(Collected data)
#####
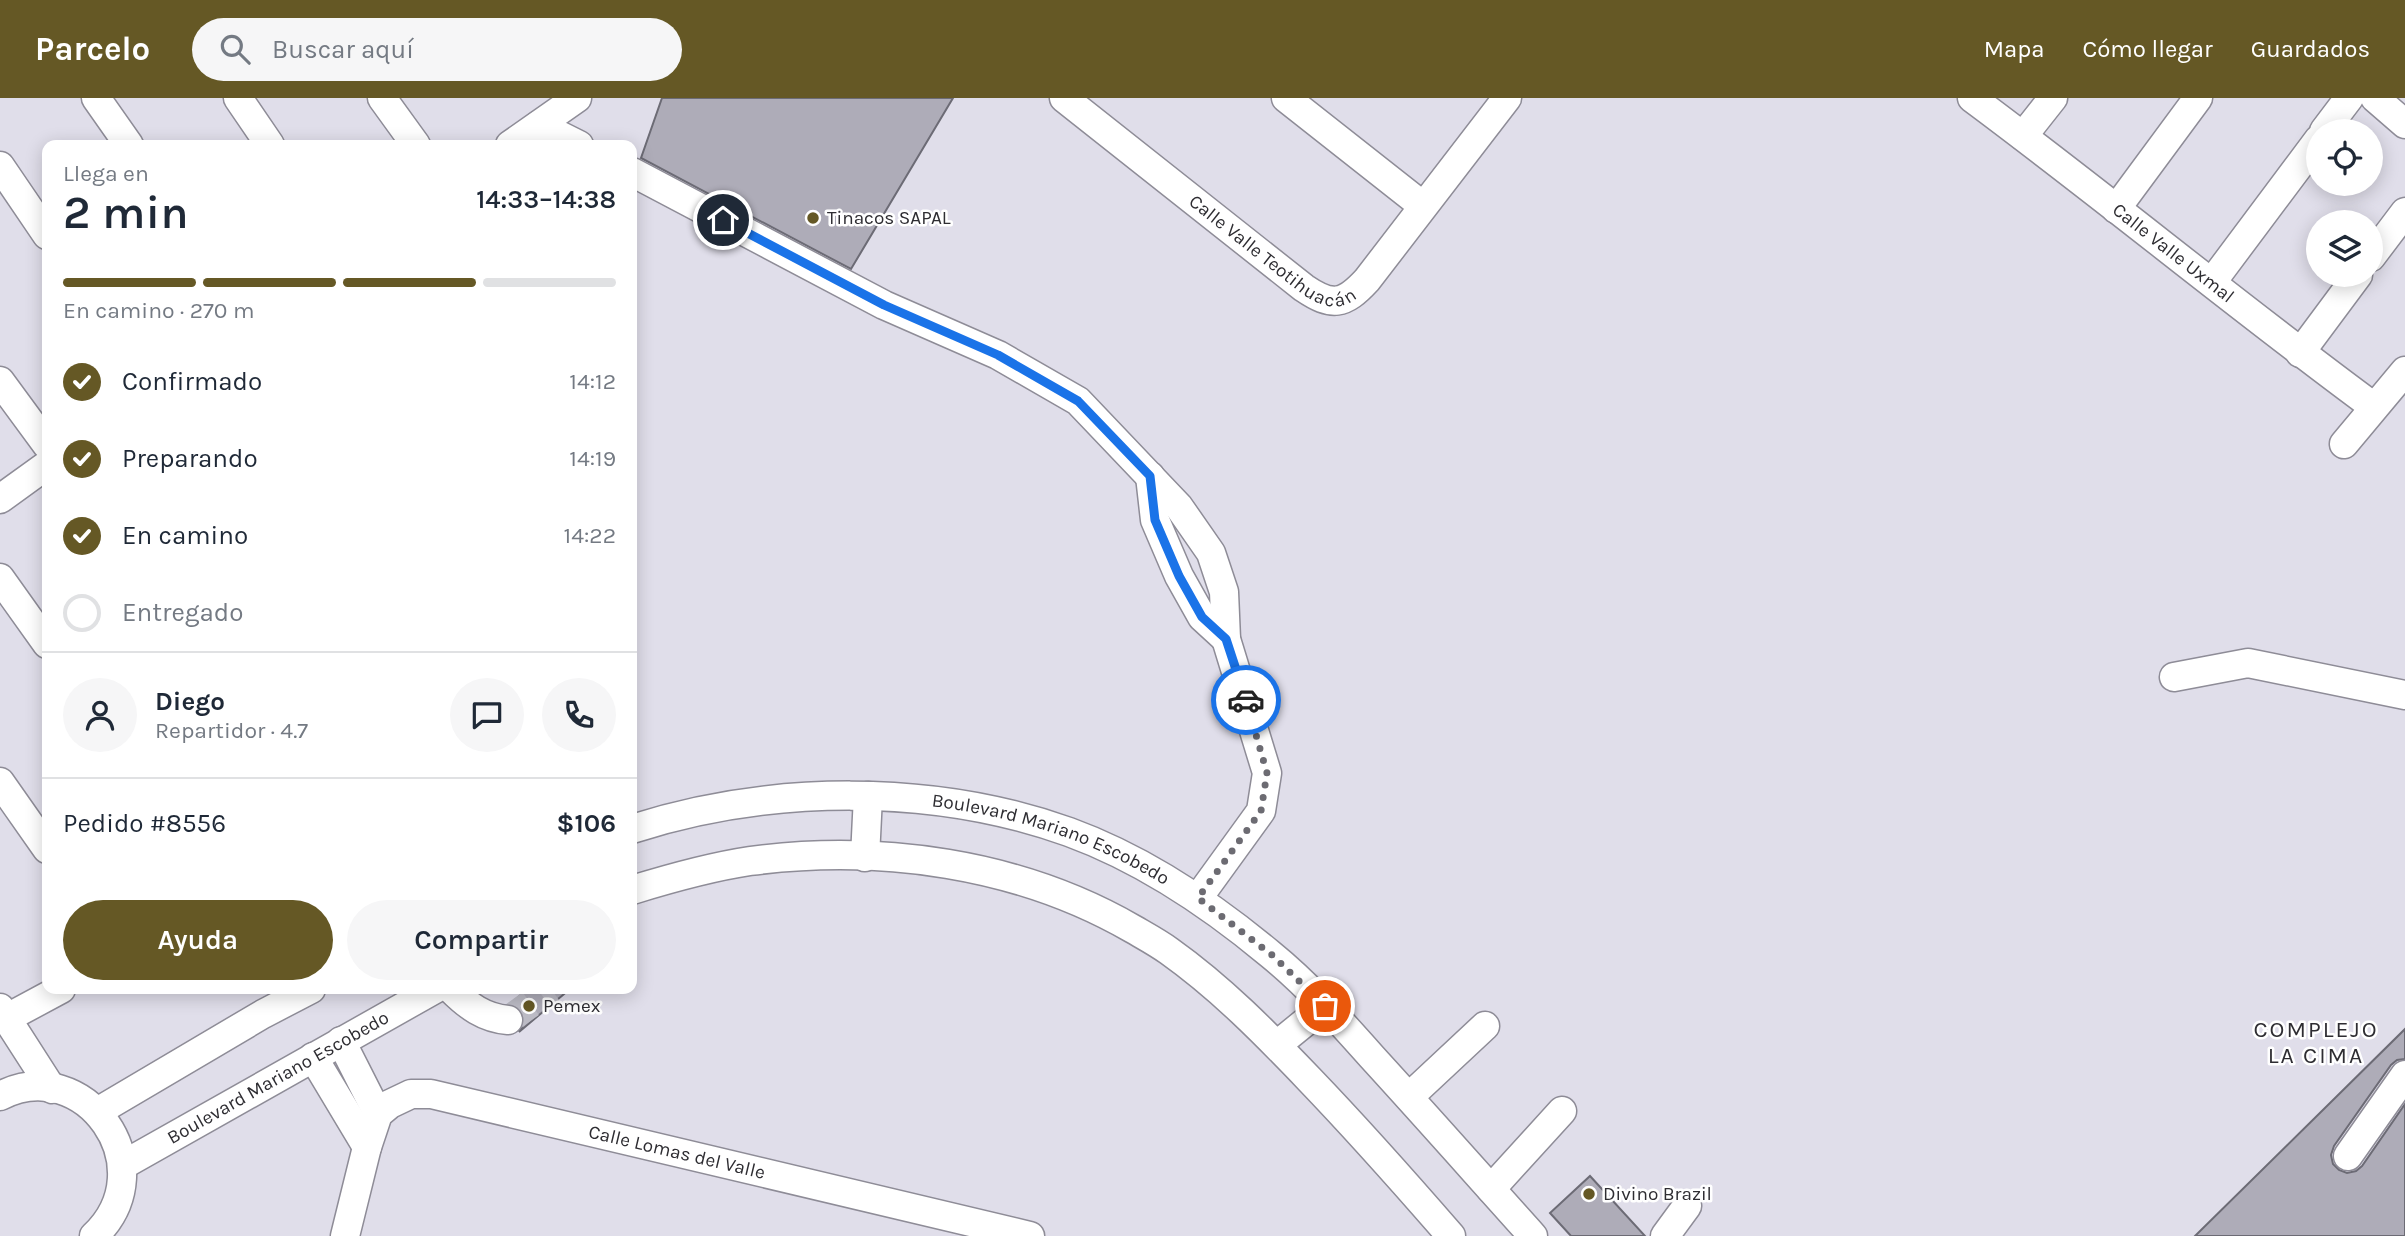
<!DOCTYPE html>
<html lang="es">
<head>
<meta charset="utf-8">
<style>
	body { margin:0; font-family:Karla,sans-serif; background:#f6f6f7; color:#1f2937; height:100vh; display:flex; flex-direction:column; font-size:26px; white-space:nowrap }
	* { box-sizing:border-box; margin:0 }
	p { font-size:23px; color:#747a83 }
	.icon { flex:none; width:38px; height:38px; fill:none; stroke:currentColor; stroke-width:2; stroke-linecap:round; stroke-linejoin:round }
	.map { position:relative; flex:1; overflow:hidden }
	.details { position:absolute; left:42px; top:42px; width:595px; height:854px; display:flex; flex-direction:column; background:#fff; border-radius:14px; box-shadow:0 4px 18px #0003 }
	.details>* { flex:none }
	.fabs { position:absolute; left:2306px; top:21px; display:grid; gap:14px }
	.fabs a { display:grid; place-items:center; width:77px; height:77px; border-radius:50%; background:#fff; box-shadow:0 4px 18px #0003; font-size:35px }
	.pin { position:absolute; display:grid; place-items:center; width:60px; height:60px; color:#fff; margin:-30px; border:4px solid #fff; border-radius:50%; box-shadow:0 2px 7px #0007 }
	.courier { position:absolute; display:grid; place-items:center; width:70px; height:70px; margin:-35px; border:5px solid #1a73e8; border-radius:50%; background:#fff; color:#222; box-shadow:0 2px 9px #0007 }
	.overview em { font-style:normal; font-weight:600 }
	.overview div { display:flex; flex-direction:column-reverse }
	.overview { display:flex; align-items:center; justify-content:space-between; height:119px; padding:0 21px }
	h1 { font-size:46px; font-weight:600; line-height:52px }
	.bar { display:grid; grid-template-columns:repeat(4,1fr); gap:10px 7px; align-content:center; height:84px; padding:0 21px }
	.bar i { height:9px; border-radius:5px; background:#e0e1e3 }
	.bar .selected { background:#655825 }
	.bar p { grid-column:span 4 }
	.line { display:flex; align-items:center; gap:18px; padding:0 21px; border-top:2px solid #e0e1e3 }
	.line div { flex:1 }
	.round { display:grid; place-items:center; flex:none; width:74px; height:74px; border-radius:37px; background:#f6f6f7 }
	ol { padding:0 21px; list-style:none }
	li { display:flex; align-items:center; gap:21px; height:77px }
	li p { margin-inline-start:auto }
	li .icon { padding:7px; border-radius:50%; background:#655825; color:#fff; stroke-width:4 }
	li:last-child { color:#747a83 }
	li i { width:38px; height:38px; border:4px solid #e0e1e3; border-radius:50% }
	.button { display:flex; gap:14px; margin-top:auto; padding:14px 21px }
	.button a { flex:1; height:80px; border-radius:42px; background:#655825; color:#fff; font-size:28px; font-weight:600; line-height:80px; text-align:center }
	.button a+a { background:#f6f6f7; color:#1f2937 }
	header { display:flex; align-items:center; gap:42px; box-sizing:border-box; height:98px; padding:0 35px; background:#655825; color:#fff }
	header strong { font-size:33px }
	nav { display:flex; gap:38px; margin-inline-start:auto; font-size:24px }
	.search { width:490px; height:63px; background:#f6f6f7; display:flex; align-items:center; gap:18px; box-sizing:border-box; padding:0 24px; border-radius:38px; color:#747a83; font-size:26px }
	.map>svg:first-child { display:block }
	.building { fill:#aeacb8; stroke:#6c6b75; stroke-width:2 }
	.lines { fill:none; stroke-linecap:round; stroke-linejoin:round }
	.minor-tunnel { stroke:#bcbbc5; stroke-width:28; stroke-dasharray:28 14; stroke-linecap:butt }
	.minor-casing { stroke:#8e8c97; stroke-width:31 }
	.minor { stroke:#fff; stroke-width:28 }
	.done { stroke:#6c6b72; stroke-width:7; stroke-dasharray:0 12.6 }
	.route { stroke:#1a73e8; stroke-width:9 }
	.poi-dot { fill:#655825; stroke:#fff; stroke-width:2.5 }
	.labels { text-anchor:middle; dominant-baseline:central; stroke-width:5; stroke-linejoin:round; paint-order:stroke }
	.poi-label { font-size:19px; fill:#2e2d32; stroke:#fff; text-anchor:start }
	.street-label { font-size:19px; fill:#2e2d32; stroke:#fff }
	.quarter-label { font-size:23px; letter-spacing:2px; fill:#2e2d32; stroke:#fff }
</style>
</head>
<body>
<header>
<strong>Parcelo</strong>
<div class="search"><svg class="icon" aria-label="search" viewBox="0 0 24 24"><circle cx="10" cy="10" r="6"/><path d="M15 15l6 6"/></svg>Buscar aquí</div>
<nav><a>Mapa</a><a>Cómo llegar</a><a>Guardados</a></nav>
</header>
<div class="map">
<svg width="2405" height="1138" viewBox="0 0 2405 1138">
	<rect width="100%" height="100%" fill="#e0deea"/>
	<path class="building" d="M662,0H953L851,171L641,60Z
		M528,891H570L519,934L524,925V916L519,909L510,906Z
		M2405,931V961L2397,962L2391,967L2334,1048L2331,1057L2333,1066L2339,1072L2347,1075L2356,1073L2362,1068L2405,1006V1138H2195Z
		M1590,1078L1645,1138H1571L1550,1115Z"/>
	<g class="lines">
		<path class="minor-tunnel" d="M508,922L551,891"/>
		<defs>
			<g id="minor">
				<path d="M96,0L129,47"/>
				<path d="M238,0L270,47"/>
				<path d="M382,0L416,47"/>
				<path id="s1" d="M1064,0L1304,190C1332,209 1344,207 1367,182L1507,0"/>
				<path d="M1286,0L1423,108"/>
				<path id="s2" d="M1972,0C2108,101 2238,209 2374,309"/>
				<path d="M2375,0L2405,26"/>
				<path d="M539,27L579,47"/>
				<path d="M2324,33L2349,0"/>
				<path d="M2023,38L2053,0"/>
				<path d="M510,47L577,0"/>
				<path d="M0,68L47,137"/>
				<path d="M632,74L884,207L998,257L1078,303L1179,409L1211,455L1224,494L1226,541L1267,675L1261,713L1198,800"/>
				<path d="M2116,111L2198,0"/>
				<path d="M2371,159L2405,114"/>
				<path d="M2212,184L2319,41"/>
				<path d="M2300,255L2358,177"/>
				<path d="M0,283L47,347"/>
				<path d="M2344,346L2405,273"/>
				<path d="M1150,378L1155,422L1179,478L1202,519L1226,541"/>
				<path d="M0,401L47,367"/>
				<path d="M0,480L47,546"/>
				<path d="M2174,579L2248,565L2405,597"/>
				<path d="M0,684L47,751"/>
				<path id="s3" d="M632,731C769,687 933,685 1069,734C1143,761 1210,806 1270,856C1307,886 1340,923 1372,959C1426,1018 1479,1078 1533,1138"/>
				<path d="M865,759L868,698"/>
				<path d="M632,792C671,780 710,769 750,763C880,746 1019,765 1133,831C1145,838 1158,845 1169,853C1221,890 1265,935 1309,981C1358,1032 1405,1085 1451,1138"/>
				<path d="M451,891C468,908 484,920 508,922"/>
				<path d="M0,910L52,991"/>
				<path d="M7,920L61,891"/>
				<path d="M341,943L378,1016"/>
				<path d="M1277,947L1325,908"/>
				<path d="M313,959L367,1049"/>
				<path d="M0,998C84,954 167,1069 94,1138"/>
				<path d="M1409,999L1485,928"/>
				<path d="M97,1014L263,916L311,891"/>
				<path d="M2348,1058L2405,977"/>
				<path id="s4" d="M123,1067L435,891"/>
				<path d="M1491,1091L1562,1013"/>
				<path id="s5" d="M345,1138L367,1049L378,1016L390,1006L411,996H431L1030,1138"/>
				<path d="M1665,1138L1687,1108"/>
			</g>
		</defs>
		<use href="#minor" class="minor-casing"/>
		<use href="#minor" class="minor"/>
	</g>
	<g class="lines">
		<path class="done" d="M1246,602L1267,675L1261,713L1198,800L1272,857L1325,908"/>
		<path class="route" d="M723,122L884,207L998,257L1078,303L1150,378L1155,422L1179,478L1202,519L1226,541L1246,602"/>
	</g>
	<g class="poi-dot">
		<circle cx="813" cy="120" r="7"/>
		<circle cx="529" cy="908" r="7"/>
		<circle cx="1589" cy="1096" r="7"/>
	</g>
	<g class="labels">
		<g class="poi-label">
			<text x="827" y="120">Tinacos SAPAL</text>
			<text x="543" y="908">Pemex</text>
			<text x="1603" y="1096">Divino Brazil</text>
		</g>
		<g class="street-label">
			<text stroke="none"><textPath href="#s1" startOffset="262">Calle Valle Teotihuacán</textPath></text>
			<text stroke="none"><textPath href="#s2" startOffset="254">Calle Valle Uxmal</textPath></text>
			<text stroke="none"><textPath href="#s3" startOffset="429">Boulevard Mariano Escobedo</textPath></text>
			<text stroke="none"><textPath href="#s4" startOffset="178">Boulevard Mariano Escobedo</textPath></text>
			<text stroke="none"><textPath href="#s5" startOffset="438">Calle Lomas del Valle</textPath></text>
		</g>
		<g class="quarter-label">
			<text x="2316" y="931">COMPLEJO<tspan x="2316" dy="26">LA CIMA</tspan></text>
		</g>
	</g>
</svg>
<div class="fabs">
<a><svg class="icon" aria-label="locate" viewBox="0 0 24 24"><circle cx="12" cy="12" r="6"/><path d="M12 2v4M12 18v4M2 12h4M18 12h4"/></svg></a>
<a><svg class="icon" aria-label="layers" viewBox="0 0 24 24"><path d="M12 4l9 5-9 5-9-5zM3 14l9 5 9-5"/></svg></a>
</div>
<div class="pin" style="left:1325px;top:908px;background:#ea580c"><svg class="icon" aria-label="bag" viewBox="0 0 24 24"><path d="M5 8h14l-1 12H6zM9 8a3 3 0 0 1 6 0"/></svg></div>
<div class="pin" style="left:723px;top:122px;background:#1f2937"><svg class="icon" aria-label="home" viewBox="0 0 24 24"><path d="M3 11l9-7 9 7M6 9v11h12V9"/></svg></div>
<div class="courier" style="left:1246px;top:602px"><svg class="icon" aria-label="car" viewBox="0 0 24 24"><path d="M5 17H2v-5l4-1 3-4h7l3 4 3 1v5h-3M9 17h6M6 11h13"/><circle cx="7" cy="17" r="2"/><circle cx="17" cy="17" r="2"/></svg></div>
<section class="details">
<div class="overview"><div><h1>2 min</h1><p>Llega en</p></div><em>14:33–14:38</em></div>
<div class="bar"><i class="selected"></i><i class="selected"></i><i class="selected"></i><i></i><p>En camino · 270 m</p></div>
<ol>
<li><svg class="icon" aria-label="check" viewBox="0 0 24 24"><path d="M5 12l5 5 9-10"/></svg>Confirmado<p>14:12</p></li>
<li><svg class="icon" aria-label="check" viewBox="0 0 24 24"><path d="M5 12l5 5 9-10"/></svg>Preparando<p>14:19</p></li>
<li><svg class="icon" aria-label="check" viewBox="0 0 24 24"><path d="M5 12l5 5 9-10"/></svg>En camino<p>14:22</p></li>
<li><i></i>Entregado</li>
</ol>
<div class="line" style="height:126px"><a class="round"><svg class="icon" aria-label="person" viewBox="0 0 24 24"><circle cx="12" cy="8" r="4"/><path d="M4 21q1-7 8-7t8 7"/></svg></a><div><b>Diego</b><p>Repartidor · 4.7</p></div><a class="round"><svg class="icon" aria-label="chat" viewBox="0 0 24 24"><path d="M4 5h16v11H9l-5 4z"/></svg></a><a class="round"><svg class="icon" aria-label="phone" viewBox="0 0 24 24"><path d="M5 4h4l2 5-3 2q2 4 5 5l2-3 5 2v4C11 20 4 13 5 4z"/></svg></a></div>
<div class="line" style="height:91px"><div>Pedido #8556</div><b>$106</b></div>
<div class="button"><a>Ayuda</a><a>Compartir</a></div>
</section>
</div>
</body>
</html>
#####
- What is expected
Quote only what lies between the first line of the records and the line containing "display:grid; place-items:center; width:60px;", please, including both lines and excluding images.

- Answer box
<!DOCTYPE html>
<html lang="es">
<head>
<meta charset="utf-8">
<style>
	body { margin:0; font-family:Karla,sans-serif; background:#f6f6f7; color:#1f2937; height:100vh; display:flex; flex-direction:column; font-size:26px; white-space:nowrap }
	* { box-sizing:border-box; margin:0 }
	p { font-size:23px; color:#747a83 }
	.icon { flex:none; width:38px; height:38px; fill:none; stroke:currentColor; stroke-width:2; stroke-linecap:round; stroke-linejoin:round }
	.map { position:relative; flex:1; overflow:hidden }
	.details { position:absolute; left:42px; top:42px; width:595px; height:854px; display:flex; flex-direction:column; background:#fff; border-radius:14px; box-shadow:0 4px 18px #0003 }
	.details>* { flex:none }
	.fabs { position:absolute; left:2306px; top:21px; display:grid; gap:14px }
	.fabs a { display:grid; place-items:center; width:77px; height:77px; border-radius:50%; background:#fff; box-shadow:0 4px 18px #0003; font-size:35px }
	.pin { position:absolute; display:grid; place-items:center; width:60px; height:60px; color:#fff; margin:-30px; border:4px solid #fff; border-radius:50%; box-shadow:0 2px 7px #0007 }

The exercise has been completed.